SASHA will also focus on empowering women farmers. “Women are the nutritional guardians of the family and the primary producers of sweetpotato, but don’t typically reap the rewards from their labor,” says Dr. Anderson. “This project tackles this challenge directly by including an African gender specialist and integrating strategies to ensure women have a full voice in project interventions and gain equitably from them.”
Along with white sweetpotato varieties commonly grown in Sub-Saharan Africa, SASHA will promote the orange-fleshed varieties that are rich in pro-vitamin A. These varieties can significantly lessen Vitamin A deficiency that threatens an estimated 43 million Sub-Saharan children under age 5. Vitamin A deficiency contributes to high rates of blindness, disease, and premature death in children and pregnant women.
To meet consumer and producer preferences, the project also aims to develop a wide range of locally-adapted sweetpotato varieties through conventional breeding that are resistant to drought and disease. Because conventional breeding has not been successful at creating varieties resistant to weevils, which can wipe out 60 to 100 percent of sweetpotato crops during droughts, the project will use advances in biotechnology to develop weevil-resistant varieties.
SASHA will address a major challenge for smallholder sweetpotato farmers, regarding access to disease-free planting material, in time for the planting season. The program will increase the availability of healthy vines for planting and will explore novel systems for disseminating planting material to more cost-effectively benefit poor producers, especially women and their families. A final component of the project involves establishing three regional support programs, based in leading national program research centers in Ghana, Uganda, and Mozambique, to promote sustainable local breeding skills and capacity.
“We will work with local scientists, partners, and stakeholders and in close collaboration with the Alliance for a Green Revolution (AGRA) to ensure that we strengthen the capacity to engage in sweetpotato breeding in Africa for Africa,” explains Dr. Jan Low, who will be leading the project from the Center’s Regional Office in Nairobi, Kenya. AGRA is currently funding doctoral training in conventional breeding within the region as well as providing financial support to sweetpotato breeders in several national programs. CIP scientists will backstop this training effort and together with national breeders test new methods to accelerate the development and release of improved sweetpotato varieties.”

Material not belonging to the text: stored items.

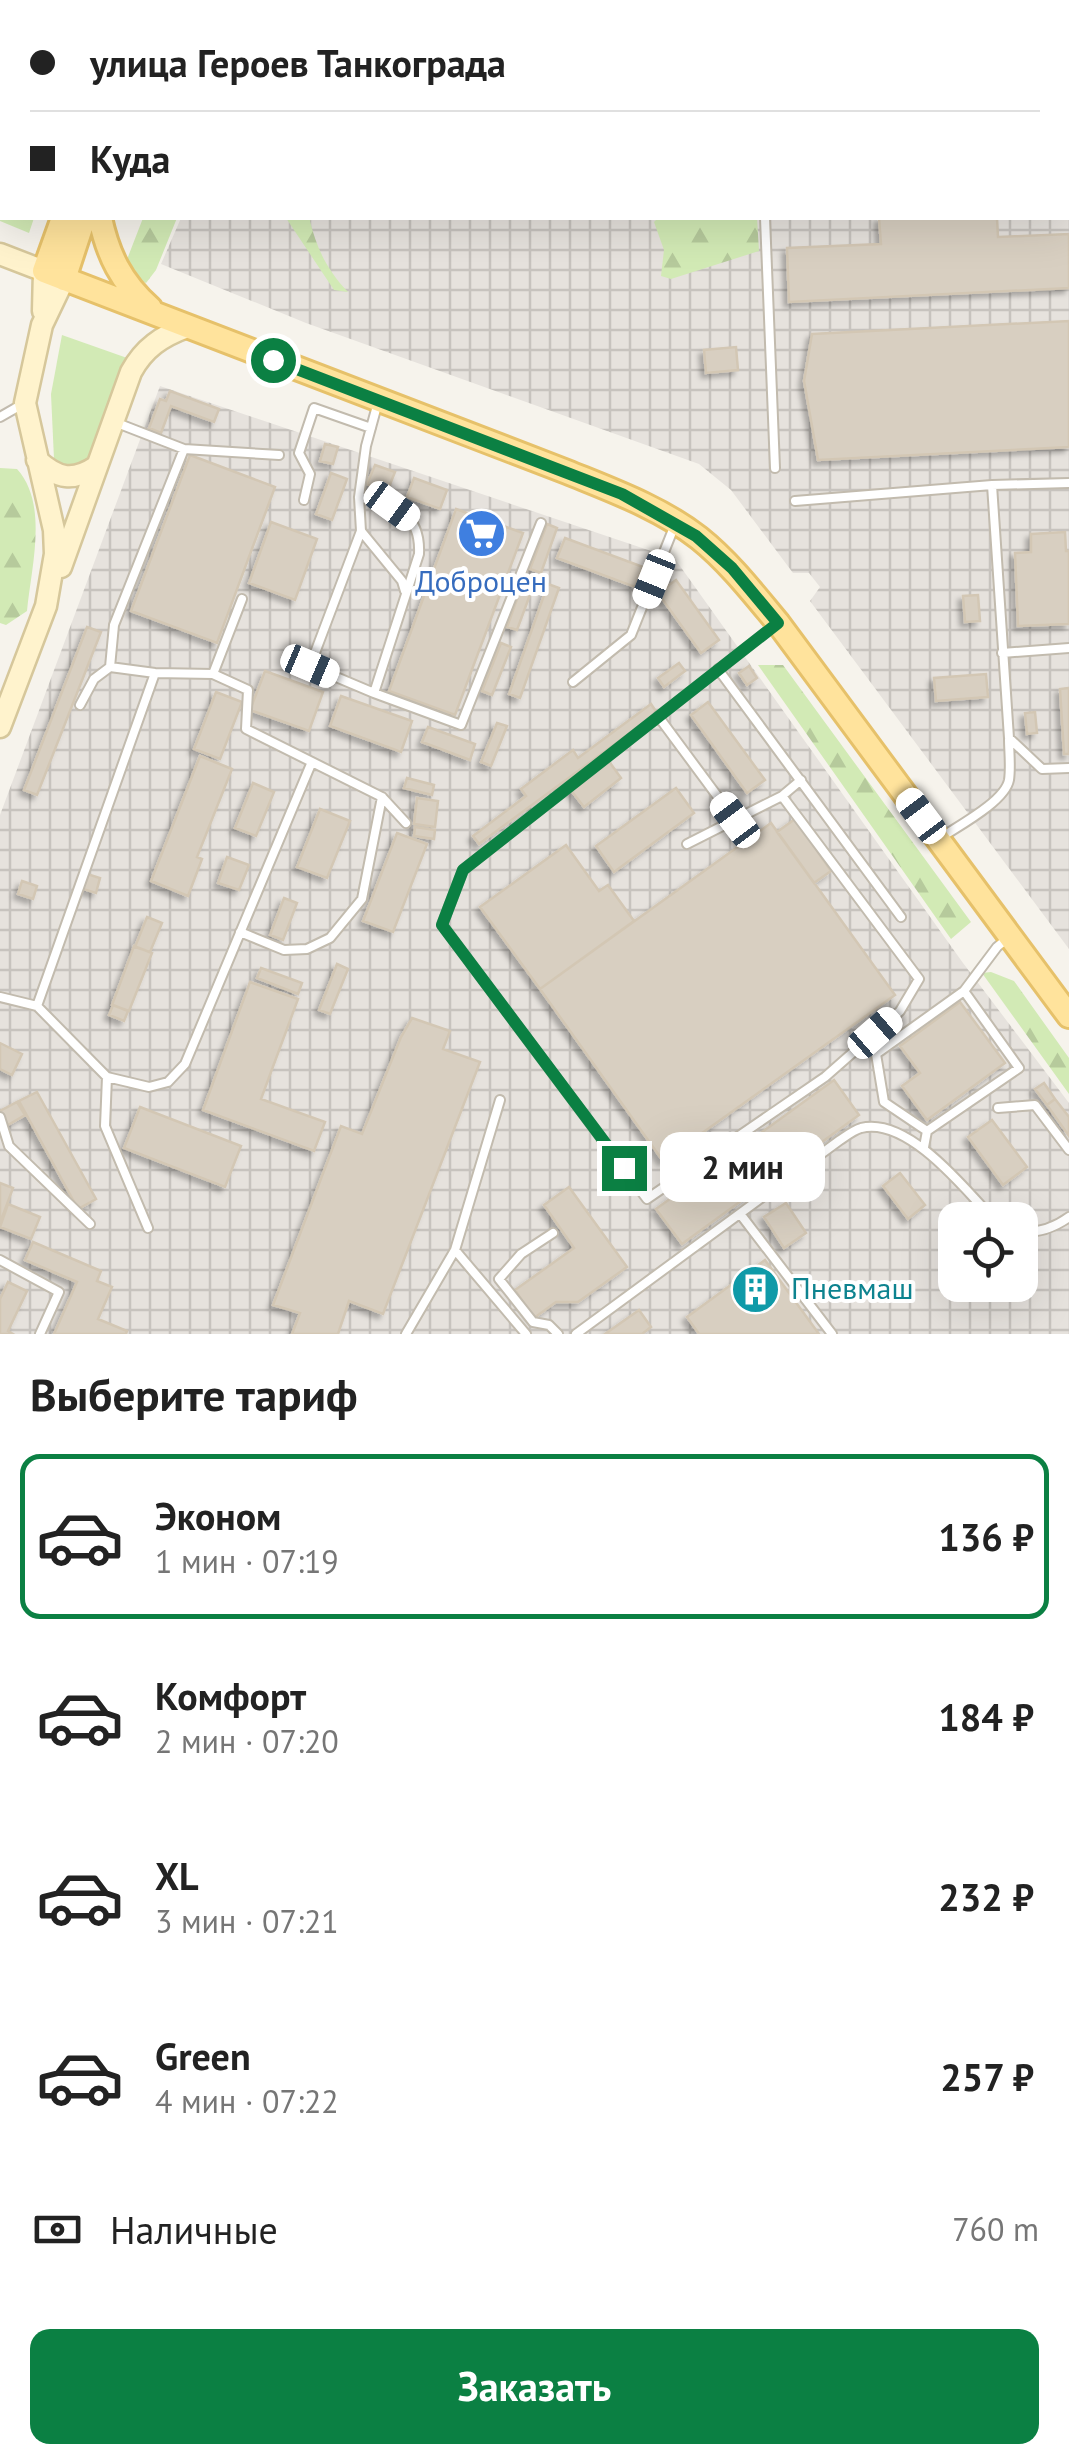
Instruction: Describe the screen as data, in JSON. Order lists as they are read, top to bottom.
{
  "places": {
    "supermarket": ["Доброцен"],
    "building": ["Пневмаш"]
  },
  "page": {
    "banner": ["улица Героев Танкограда", "Куда"],
    "bubble": "2 мин",
    "heading": "Выберите тариф",
    "list": [
      {
        "name": "Эконом",
        "note": "1 мин · 07:19",
        "value": "136 ₽"
      },
      {
        "name": "Комфорт",
        "note": "2 мин · 07:20",
        "value": "184 ₽"
      },
      {
        "name": "XL",
        "note": "3 мин · 07:21",
        "value": "232 ₽"
      },
      {
        "name": "Green",
        "note": "4 мин · 07:22",
        "value": "257 ₽"
      }
    ],
    "pay": ["Наличные", "760 m"],
    "buttons": "Заказать"
  }
}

SASHA is part of a 10-year, multi-donor Sweetpotato for Profit and Health Initiative, which seeks to reduce child malnutrition and improve smallholder incomes and livelihoods through greater awareness, expanded market opportunities, and the diversified use of sweetpotato in Sub-Saharan Africa. It’s potential for sweetening the lives of Africa’s poor is widely recognized.
“Uganda has seen how sweetpotato has helped provide food security during times of severe food shortage and when other crops succumb to disease. We stand ready to share our experience with others.” says Dennis Kyetere, Director of the National Agricultural Research Organization of Uganda.